BEGIN

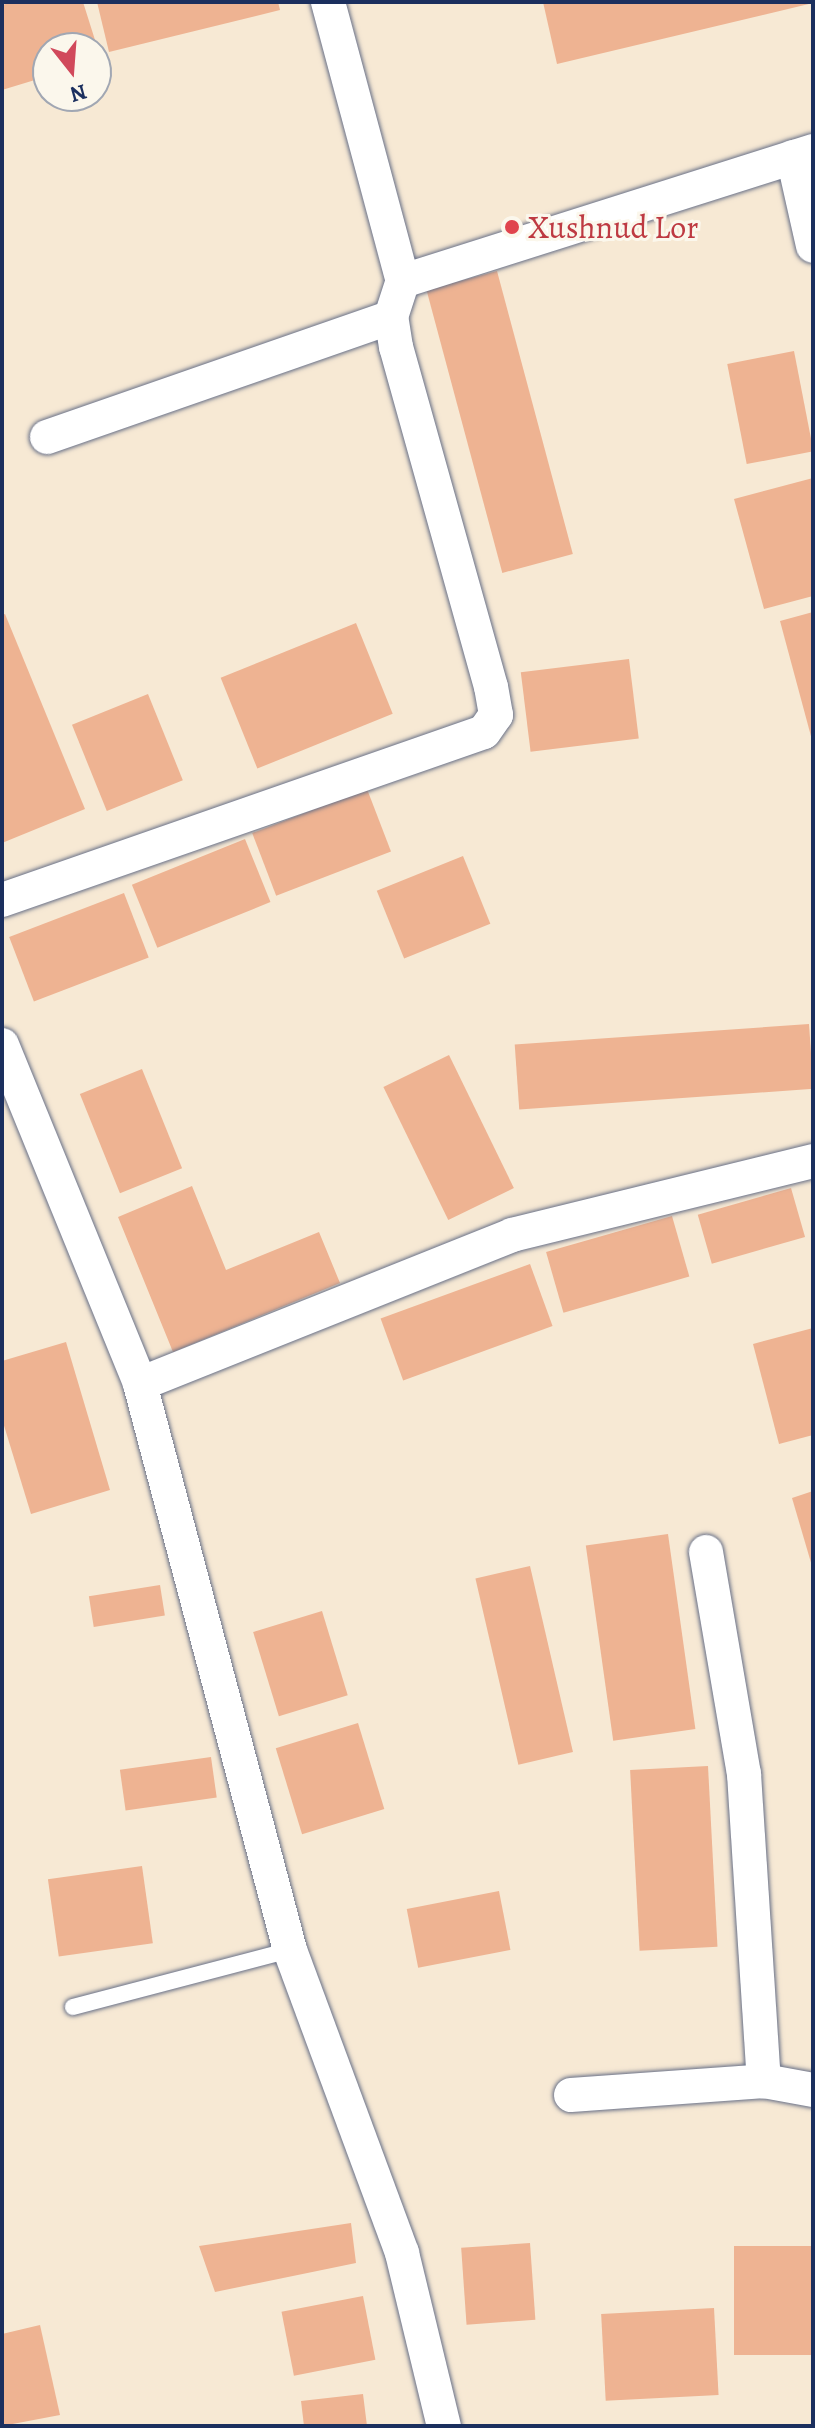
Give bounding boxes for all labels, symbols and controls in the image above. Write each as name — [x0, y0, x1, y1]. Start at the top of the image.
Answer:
north arrow — [32, 32, 112, 112]
text: N — [66, 76, 90, 110]
place label: Xushnud Lor — [528, 208, 698, 246]
marker: Xushnud Lor — [503, 218, 521, 236]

END

What is being asked: Return every entry above exactly. Pictures stay out.

Response box:
Give bounding boxes for all labels, symbols and controls in the image above. Write each as name — [x0, y0, x1, y1]. Start at the top of the image.
Answer:
north arrow — [32, 32, 112, 112]
text: N — [66, 76, 90, 110]
place label: Xushnud Lor — [528, 208, 698, 246]
marker: Xushnud Lor — [503, 218, 521, 236]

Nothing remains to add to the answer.